* _REQUIRED WORK_:
Return every line from the records below in which the word "place" is found.

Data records

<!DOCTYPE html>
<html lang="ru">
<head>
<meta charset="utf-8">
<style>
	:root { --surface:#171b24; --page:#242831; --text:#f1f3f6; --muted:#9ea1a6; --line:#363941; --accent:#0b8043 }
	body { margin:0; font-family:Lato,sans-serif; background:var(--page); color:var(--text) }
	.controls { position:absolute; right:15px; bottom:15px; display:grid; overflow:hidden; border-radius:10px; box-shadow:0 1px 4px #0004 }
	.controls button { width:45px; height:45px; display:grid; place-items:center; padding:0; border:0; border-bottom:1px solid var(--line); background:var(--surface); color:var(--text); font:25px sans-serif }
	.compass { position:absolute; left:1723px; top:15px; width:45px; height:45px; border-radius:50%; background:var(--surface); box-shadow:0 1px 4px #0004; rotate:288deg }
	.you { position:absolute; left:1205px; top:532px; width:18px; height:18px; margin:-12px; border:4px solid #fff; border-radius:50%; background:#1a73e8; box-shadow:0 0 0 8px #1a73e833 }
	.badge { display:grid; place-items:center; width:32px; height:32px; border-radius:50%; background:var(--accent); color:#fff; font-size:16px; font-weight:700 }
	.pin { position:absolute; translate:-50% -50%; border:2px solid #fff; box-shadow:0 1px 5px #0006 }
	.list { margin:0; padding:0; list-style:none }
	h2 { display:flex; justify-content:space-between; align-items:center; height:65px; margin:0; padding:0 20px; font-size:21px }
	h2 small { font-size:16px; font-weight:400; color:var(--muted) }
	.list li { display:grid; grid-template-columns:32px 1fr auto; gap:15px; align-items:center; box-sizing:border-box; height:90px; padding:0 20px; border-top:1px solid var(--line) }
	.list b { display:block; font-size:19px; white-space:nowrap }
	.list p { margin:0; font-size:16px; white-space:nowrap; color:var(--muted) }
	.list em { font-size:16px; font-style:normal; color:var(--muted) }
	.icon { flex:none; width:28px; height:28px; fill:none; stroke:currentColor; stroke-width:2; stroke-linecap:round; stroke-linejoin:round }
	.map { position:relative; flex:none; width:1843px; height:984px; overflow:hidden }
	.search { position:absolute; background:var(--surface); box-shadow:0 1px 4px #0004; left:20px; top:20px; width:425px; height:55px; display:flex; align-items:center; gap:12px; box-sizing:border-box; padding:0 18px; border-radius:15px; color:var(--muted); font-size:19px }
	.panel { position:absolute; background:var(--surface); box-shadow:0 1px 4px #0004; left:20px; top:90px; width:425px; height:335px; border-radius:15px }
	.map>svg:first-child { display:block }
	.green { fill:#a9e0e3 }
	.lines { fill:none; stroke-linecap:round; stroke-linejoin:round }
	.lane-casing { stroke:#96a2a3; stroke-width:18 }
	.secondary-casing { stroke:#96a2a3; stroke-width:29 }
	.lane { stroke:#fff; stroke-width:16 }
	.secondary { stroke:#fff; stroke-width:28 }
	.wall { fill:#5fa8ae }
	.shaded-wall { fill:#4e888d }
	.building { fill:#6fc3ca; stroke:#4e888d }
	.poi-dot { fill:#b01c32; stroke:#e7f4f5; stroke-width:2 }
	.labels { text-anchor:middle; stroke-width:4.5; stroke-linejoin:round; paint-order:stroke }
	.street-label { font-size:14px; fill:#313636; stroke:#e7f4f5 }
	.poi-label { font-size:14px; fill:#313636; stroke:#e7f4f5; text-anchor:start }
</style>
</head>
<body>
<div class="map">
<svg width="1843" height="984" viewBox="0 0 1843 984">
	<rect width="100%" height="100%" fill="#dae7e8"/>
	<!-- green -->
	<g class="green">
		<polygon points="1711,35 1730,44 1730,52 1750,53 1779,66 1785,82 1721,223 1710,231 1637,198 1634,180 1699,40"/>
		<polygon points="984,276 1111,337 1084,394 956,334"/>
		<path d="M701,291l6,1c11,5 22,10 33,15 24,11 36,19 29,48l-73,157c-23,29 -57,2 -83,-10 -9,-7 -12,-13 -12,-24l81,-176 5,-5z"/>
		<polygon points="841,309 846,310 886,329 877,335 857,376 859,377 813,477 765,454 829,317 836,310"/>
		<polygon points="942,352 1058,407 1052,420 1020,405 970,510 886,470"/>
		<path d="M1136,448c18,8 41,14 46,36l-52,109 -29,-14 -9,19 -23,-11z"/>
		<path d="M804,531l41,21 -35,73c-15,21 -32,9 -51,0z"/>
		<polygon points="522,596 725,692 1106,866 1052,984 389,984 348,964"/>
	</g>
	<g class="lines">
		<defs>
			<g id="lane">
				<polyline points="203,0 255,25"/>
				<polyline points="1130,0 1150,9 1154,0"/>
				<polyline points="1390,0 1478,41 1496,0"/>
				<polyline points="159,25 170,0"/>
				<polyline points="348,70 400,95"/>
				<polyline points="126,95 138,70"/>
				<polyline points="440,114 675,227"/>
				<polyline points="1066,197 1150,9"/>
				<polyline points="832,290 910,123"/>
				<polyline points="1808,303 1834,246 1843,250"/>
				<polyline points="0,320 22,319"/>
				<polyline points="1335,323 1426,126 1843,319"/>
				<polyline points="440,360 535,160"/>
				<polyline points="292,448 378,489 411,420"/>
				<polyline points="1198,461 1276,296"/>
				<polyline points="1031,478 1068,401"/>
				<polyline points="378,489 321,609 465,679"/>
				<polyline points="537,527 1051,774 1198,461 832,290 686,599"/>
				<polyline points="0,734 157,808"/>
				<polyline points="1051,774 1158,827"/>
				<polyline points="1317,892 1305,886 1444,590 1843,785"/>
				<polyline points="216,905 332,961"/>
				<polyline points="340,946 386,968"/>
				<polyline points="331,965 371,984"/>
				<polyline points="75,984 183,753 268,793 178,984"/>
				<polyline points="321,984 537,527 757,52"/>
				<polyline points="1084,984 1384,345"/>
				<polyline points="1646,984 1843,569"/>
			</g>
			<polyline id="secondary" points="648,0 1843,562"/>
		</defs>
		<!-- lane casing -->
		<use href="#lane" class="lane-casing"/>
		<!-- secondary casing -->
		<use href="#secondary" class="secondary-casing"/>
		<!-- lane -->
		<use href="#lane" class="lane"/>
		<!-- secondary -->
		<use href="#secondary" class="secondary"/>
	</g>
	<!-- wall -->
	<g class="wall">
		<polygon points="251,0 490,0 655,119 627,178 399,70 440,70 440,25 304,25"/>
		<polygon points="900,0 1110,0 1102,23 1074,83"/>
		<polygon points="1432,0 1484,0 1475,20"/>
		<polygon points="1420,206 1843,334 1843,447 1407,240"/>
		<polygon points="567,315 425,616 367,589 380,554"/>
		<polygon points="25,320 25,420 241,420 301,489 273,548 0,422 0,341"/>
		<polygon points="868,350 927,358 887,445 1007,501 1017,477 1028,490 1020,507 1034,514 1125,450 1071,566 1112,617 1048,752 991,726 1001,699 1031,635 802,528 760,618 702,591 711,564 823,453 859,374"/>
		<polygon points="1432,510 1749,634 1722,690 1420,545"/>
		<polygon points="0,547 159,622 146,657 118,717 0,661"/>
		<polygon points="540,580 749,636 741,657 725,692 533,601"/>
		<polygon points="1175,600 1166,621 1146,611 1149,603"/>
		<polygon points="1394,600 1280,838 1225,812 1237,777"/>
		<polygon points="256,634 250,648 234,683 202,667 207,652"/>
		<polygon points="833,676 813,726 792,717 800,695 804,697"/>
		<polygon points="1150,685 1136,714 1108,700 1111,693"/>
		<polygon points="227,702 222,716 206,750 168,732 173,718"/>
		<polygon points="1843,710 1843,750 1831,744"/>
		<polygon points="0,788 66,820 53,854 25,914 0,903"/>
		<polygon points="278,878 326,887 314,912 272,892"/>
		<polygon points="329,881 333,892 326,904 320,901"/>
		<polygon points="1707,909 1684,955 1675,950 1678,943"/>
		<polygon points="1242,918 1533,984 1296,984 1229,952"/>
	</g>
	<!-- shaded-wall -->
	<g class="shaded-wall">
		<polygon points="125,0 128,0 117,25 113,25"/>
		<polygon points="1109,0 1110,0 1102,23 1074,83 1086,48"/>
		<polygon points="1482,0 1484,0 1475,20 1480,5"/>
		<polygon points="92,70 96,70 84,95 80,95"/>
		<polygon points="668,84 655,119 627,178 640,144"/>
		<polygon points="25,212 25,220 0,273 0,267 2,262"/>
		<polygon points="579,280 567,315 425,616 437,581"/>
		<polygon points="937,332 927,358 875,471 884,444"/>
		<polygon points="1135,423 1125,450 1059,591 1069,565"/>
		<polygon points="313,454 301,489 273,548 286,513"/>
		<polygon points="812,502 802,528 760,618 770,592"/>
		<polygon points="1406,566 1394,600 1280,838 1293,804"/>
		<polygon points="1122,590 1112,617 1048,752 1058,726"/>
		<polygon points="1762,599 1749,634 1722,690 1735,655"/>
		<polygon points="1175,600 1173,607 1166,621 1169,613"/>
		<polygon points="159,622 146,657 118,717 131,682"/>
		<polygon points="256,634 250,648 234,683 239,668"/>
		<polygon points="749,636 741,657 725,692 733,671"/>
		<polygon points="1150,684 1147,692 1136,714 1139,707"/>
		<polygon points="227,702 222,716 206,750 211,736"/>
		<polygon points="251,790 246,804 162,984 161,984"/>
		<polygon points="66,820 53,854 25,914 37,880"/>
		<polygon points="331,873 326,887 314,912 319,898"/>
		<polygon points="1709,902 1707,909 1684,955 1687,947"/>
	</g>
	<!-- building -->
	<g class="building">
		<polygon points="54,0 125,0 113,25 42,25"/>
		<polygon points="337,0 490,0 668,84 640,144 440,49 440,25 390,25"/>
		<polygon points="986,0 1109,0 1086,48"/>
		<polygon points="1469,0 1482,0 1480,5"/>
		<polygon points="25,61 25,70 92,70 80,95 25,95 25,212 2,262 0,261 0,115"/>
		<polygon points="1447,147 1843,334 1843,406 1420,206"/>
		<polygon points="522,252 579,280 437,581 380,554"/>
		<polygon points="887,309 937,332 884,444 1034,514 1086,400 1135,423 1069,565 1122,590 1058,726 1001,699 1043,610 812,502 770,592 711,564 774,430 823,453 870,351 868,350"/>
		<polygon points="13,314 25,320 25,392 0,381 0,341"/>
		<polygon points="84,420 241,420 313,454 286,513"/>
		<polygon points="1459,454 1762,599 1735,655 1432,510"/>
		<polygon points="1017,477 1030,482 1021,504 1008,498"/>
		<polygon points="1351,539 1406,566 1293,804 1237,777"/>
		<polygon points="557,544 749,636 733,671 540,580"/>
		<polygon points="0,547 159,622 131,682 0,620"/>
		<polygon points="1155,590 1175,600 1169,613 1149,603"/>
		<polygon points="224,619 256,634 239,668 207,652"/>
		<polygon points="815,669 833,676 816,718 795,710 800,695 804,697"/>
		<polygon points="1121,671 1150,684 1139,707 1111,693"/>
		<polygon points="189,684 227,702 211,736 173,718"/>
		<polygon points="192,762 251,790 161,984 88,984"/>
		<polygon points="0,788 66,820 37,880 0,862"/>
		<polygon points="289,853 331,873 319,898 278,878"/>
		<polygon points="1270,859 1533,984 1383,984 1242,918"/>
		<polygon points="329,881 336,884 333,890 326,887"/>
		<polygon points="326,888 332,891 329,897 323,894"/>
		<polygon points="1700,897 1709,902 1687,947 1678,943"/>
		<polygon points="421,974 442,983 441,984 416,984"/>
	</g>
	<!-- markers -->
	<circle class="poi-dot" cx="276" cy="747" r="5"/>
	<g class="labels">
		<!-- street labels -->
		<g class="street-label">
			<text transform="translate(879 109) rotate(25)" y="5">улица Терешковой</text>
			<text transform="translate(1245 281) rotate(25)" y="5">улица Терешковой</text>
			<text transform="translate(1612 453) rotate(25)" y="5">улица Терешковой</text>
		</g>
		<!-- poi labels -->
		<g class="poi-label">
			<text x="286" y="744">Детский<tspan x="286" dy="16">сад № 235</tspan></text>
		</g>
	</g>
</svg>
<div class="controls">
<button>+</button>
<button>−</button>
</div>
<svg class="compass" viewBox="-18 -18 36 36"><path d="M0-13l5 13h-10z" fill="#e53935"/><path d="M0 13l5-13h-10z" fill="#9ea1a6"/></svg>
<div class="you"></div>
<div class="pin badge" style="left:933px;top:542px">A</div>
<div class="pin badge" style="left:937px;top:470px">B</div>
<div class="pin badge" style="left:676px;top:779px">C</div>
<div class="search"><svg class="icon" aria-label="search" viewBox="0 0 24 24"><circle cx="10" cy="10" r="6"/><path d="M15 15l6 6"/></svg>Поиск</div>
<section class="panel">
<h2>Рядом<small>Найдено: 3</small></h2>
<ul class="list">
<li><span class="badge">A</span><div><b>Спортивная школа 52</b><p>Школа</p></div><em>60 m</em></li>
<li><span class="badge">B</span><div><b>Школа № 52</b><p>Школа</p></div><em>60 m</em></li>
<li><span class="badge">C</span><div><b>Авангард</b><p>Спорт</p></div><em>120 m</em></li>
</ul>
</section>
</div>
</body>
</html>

* _EXERCISE OUTPUT_:
	.controls button { width:45px; height:45px; display:grid; place-items:center; padding:0; border:0; border-bottom:1px solid var(--line); background:var(--surface); color:var(--text); font:25px sans-serif }
	.badge { display:grid; place-items:center; width:32px; height:32px; border-radius:50%; background:var(--accent); color:#fff; font-size:16px; font-weight:700 }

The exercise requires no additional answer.